Mais continuons au delà de la lecture.
Parmi les artistes que je connaissais déjà (Siskind, Callahan, …) débarque une exposition à la Galerie Rouge sur Kenneth Josephson et une autre sur Barbara Crane au Centre Pompidou.

N’en jetez plus !

Allez, commençons par Yasuhiro Ishimoto.

Vous me suivez toujours ?
Alors on y va !

Des racines japonaises à l’exil américain : un parcours inattendu pour Yasuhiro Ishimoto

1921 naissance à San Francisco de Yasuhiro Ishimoto

    
Yasuhiro Ishimoto est né aux États-Unis en 1921, plus exactement à San Francisco.  
Il passa toute son enfance au Japon, sur l’ile de Shikoku, où ses parents étaient exploitants agricoles.  
Son destin l’orientait tout naturellement à reprendre le domaine familial et il suivit des études d’agriculture.  
Il avait maintenant 18 ans, la guerre fait rage avec la Chine.  
Sa mère, afin qu’il ne soit pas mobilisé, l’envoie, tout seul, en Californie poursuivre sa formation.
Des études d’agriculture, évidemment.  
  
Il obtint son diplôme, mais nous sommes en 1941, et l’attaque de Pearl Harbor le rattrapa. 
 

L’internement et la découverte de la photographie :  

 
Bien que possédant un passeport américain, il est arrêté comme tous les Américains d’origine japonaise et envoyé dans des camps d’internement.  
Je vous ajoute une petite vidéo sur le travail de la photographe Dorothea Lange dans ces camps.  
 
   
Yasuhiro Ishimoto fut déporté au camp de Amache situé dans l’État du Colorado au centre du pays.  
Il y apprendra la sérigraphie et imprimera des affiches à destination de l’armée américaine.  
Il rencontra deux photographes qui l’initièrent aux possibilités de prises de vue, du développement et du tirage.  
  
Une révélation !  
Il décida d’abandonner l’agriculture pour la photo lorsqu’il fut libéré en 1944.  
Enfin libre au pays de la liberté !  
Le mot est bien grand car on lui interdit de résider sur la côte Est ou la côte Ouest, vu sa double nationalité.  
Les citoyens japonais n’ont pas le droit de s’installer à proximité des ports.  
Pearl Harbor a laissé quelques traces.  
  
New York lui est interdit !  
  
La ville de Chicago, sur les rives du lac Michigan, va l’accueillir.  
  
Vous me suivez à Chicago dans l’État de l’Illinois ?  
  
Go !  
 

L’institute of Design Chicago, ex-New Bauhaus 

  
Arrivé à Chicago, il continua à prendre des photos au sein d’un petit club (Photo Dearborn).

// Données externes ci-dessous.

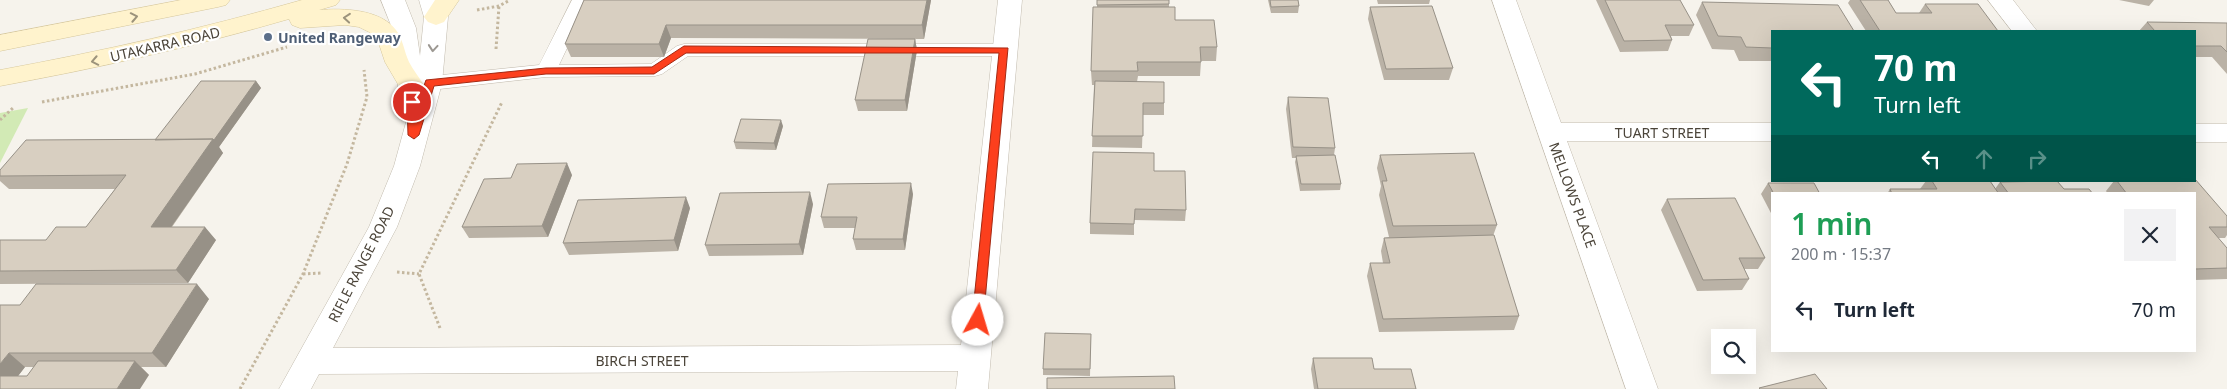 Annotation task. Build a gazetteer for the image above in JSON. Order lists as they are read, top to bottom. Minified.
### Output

On lui conseilla de rejoindre l’institute of Design que venait d’ouvrir László Moholy-Nagy (enseignant au Bauhaus dans les années 20).   
En réalité, l’école existait depuis 1937 sous le nom de New Bauhaus. Des problèmes financiers conduisirent à des changements de nom et d’activité.   
Une section photographie venait d’être ouverte avec évidemment des formations de designers et d’architectes.  
À cette époque deux illustres photographes enseignaient à l’Institute of Design : Harry Callahan et Aaron Siskind.  
Avouez qu’il y a pire comme professeurs !  
  
 
Aaron Siskind à gauche et Harry Callahan à droite
Aaron Siskind à gauche et Harry Callahan à droite
Vous me suivez toujours ?  
Parce que nous allons découvrir les méthodes utilisées à l’Institute of Design.  
Je pense que cela devrait vous être utile pour approfondir les compositions de vos images.  

De toutes les façons, il fait moche dehors; autant continuer l’article. 

L’influence de l’Institute of Design : Yasuhiro Ishimoto ouvre un œil moderne

Formation à l’Institute of Design de Chicago :

Commençons par des données économiques.
Nous sommes en 1944, à la sortie de la Seconde Guerre mondiale.
Les Gis commencent à rentrer au pays. Le gouvernement américain les aide à s’adapter à la vie civile en leur versant, grâce au GI Bill, le paiement des études universitaires et une année d’assurance-emploi.
 
L’industrie de la photo se porte extrêmement bien, aussi bien pour les reportages que pour la publicité, ce qui conduit de nombreux vétérans vers cette discipline.
 
Tout cela concourt à l’ouverture d’un enseignement spécifique à l’intérieur de l’Institute of Design de Chicago.
De plus Moholy-Nagy avait déjà élaboré des cours au sein du New Bauhaus. Les affaires reprennent !

Le Foundation Course

Vous vous imaginez peut-être que l’enseignement est comme celui que nous connaissons.
Les cours expliquent l’influence de chaque paramètre sur le triangle d’exposition, en s’appuyant sur des exemples tirés de la littérature photographique.
Ensuite, vous étudiez et essayez de reproduire plus ou moins maladroitement ce que vous avez vu.
 
Et bien non !
Ce n’est pas le genre de la philosophie du Bauhaus.
Pas de triangle d’exposition, l’école fonctionne sur la base d’ateliers où les élèves tentent de développer leurs créativités.
 

Cercle du cursus des formations au New Bauhaus

Comment ?

Pour cela, il est nécessaire de revenir à l’origine du concept du Bahaus au début du siècle initié par Walter Gropius.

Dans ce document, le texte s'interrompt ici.